Nothing may be left out of the listing below but its images; repeat the rest exactly.
------------------------------------
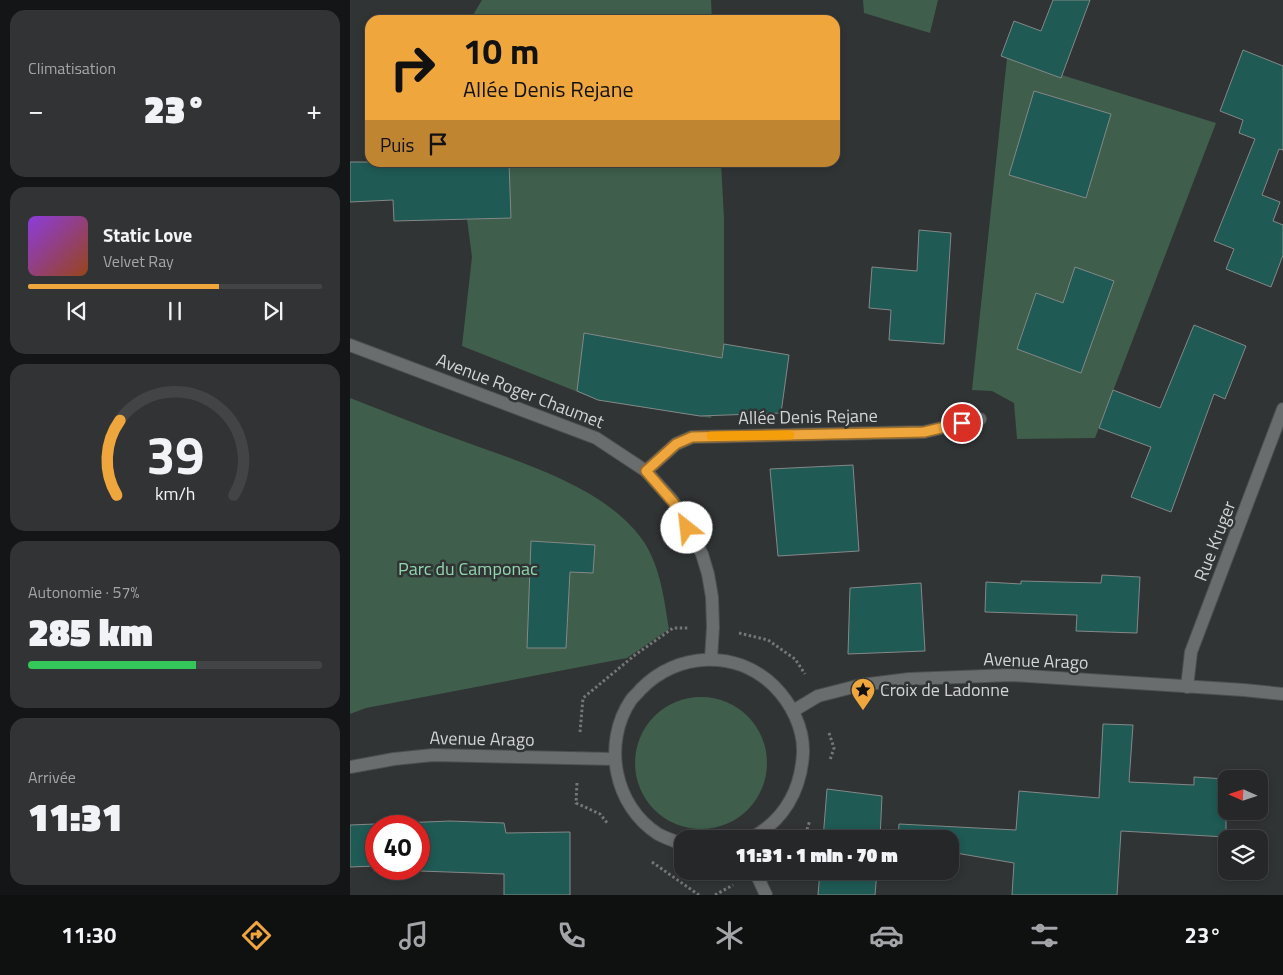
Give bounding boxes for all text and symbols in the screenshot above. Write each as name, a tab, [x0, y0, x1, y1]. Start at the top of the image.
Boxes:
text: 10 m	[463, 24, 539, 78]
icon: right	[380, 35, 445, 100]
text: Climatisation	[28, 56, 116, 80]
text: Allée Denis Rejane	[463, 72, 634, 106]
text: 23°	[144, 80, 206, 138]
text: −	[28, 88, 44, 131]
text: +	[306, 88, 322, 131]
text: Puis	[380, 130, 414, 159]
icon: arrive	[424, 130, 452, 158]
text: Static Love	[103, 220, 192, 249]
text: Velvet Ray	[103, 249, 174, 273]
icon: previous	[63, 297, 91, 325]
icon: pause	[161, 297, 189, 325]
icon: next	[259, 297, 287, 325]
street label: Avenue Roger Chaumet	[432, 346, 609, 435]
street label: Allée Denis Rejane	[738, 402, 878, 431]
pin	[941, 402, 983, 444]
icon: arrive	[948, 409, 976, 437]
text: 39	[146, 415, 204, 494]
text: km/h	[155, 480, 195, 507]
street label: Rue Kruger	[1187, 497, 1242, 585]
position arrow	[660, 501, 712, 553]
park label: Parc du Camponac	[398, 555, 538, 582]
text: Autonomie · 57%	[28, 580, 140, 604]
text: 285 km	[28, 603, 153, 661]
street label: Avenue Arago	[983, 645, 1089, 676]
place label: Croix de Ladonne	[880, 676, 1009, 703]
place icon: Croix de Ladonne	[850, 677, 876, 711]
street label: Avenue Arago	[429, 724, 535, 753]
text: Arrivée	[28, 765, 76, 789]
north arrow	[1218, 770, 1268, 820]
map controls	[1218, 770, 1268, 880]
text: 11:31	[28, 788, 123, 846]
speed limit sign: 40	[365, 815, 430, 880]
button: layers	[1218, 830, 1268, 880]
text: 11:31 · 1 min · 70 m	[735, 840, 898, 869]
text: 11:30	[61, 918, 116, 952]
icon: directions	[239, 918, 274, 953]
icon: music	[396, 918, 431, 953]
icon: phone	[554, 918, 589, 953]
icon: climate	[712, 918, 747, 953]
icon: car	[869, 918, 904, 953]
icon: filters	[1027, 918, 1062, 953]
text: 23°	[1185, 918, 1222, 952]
------------------------------------
> _EXERCISE SOLUTION_:
Give bounding boxes for all text and symbols in the screenshot above. Write each as name, a tab, [x0, y0, x1, y1]. Start at the top of the image.
Boxes:
text: 10 m	[463, 24, 539, 78]
icon: right	[380, 35, 445, 100]
text: Climatisation	[28, 56, 116, 80]
text: Allée Denis Rejane	[463, 72, 634, 106]
text: 23°	[144, 80, 206, 138]
text: −	[28, 88, 44, 131]
text: +	[306, 88, 322, 131]
text: Puis	[380, 130, 414, 159]
icon: arrive	[424, 130, 452, 158]
text: Static Love	[103, 220, 192, 249]
text: Velvet Ray	[103, 249, 174, 273]
icon: previous	[63, 297, 91, 325]
icon: pause	[161, 297, 189, 325]
icon: next	[259, 297, 287, 325]
street label: Avenue Roger Chaumet	[432, 346, 609, 435]
street label: Allée Denis Rejane	[738, 402, 878, 431]
pin	[941, 402, 983, 444]
icon: arrive	[948, 409, 976, 437]
text: 39	[146, 415, 204, 494]
text: km/h	[155, 480, 195, 507]
street label: Rue Kruger	[1187, 497, 1242, 585]
position arrow	[660, 501, 712, 553]
park label: Parc du Camponac	[398, 555, 538, 582]
text: Autonomie · 57%	[28, 580, 140, 604]
text: 285 km	[28, 603, 153, 661]
street label: Avenue Arago	[983, 645, 1089, 676]
place label: Croix de Ladonne	[880, 676, 1009, 703]
place icon: Croix de Ladonne	[850, 677, 876, 711]
street label: Avenue Arago	[429, 724, 535, 753]
text: Arrivée	[28, 765, 76, 789]
north arrow	[1218, 770, 1268, 820]
map controls	[1218, 770, 1268, 880]
text: 11:31	[28, 788, 123, 846]
speed limit sign: 40	[365, 815, 430, 880]
button: layers	[1218, 830, 1268, 880]
text: 11:31 · 1 min · 70 m	[735, 840, 898, 869]
text: 11:30	[61, 918, 116, 952]
icon: directions	[239, 918, 274, 953]
icon: music	[396, 918, 431, 953]
icon: phone	[554, 918, 589, 953]
icon: climate	[712, 918, 747, 953]
icon: car	[869, 918, 904, 953]
icon: filters	[1027, 918, 1062, 953]
text: 23°	[1185, 918, 1222, 952]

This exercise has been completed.